Progressive lenses are often known as no-line bifocals. This type of lens is preferred for patients who have presbyopia or focusing problems. Progressive lenses do not have visible lines that separate the different fields on the lens. When someone looks at you while wearing the progressive lenses, your eyes appear clear. However, progressives have multiple powers and can help with several vision problems with just one lens!
Digital Eye Strain and Computer Vision Syndrome are on the rise. With many of us working and/or learning on a digital device, our eyes are being impacted. Symptoms of Digital Eye Strain include headaches, blurred or double vision, sore eyes, dry or watery eyes, sensitivity to light and neck, shoulder, or back pain. Computer glasses offer a solution to reduce the strain on your eyes and your exposure to blue light. Computer glasses minimize eye strain by adjusting the focus so your eyes function with less effort.
You are more than likely familiar with the term, "high definition." High-definition lenses allow for sharp, clear, and crisp vision. This type of lens is ideal for patients who want the latest in lens technology. If you have a high prescription or large amounts of astigmatism, you will notice the biggest difference with these lenses.
Anti-reflective lens coating can be applied to both sides of prescription lenses. This coating can greatly diminish the light reflected by the lens surfaces. This means that your eyes appear very clear behind the lenses, your vision is more defined, and glare from things like headlights at night, computer screens, or overhead lighting is significantly reduced.
High Index means the lens has a greater ability to bend light rays to provide clear vision. These lenses are thinner, lighter, and more pleasing to the eye. Both literally and figuratively! These types of lenses are a great option for those that have strong prescriptions.

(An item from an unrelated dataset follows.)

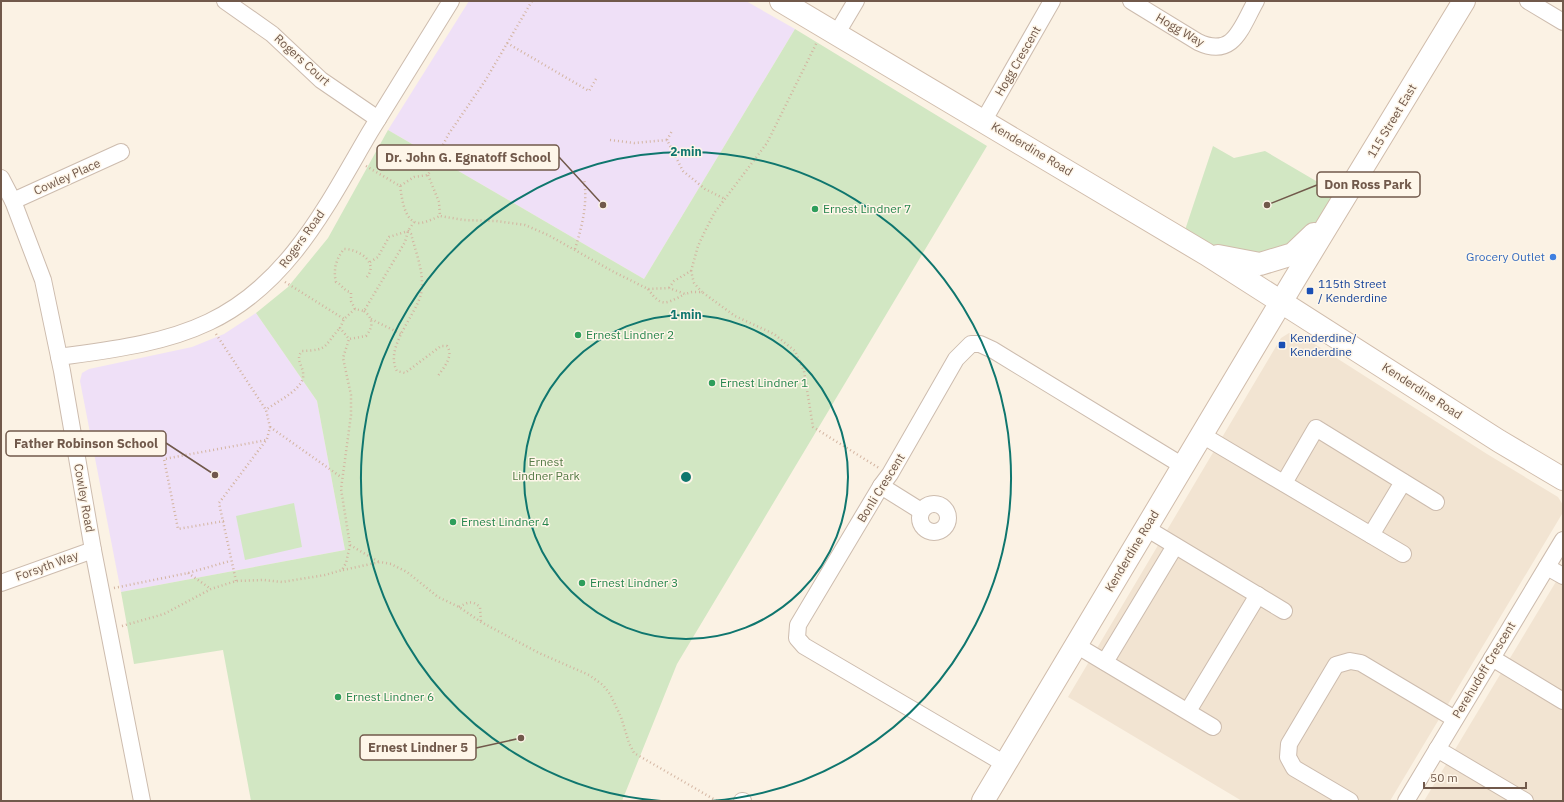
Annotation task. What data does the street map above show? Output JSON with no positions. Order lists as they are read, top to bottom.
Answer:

Photochromic lenses darken automatically in response to sunlight outside and turn clear inside. These lenses offer UV protection and a convenient alternative to sunglasses in some situations. However, They don't darken in the car because UV is blocked by your windshield. For driving, polarized sunglasses are the better option.
It is important for sunglasses to have UV protection to prevent sun damage to the eyes. In addition, polarized lenses reduce blinding glare caused by the reflection of the sun. This makes driving safer and outdoor activities more enjoyable.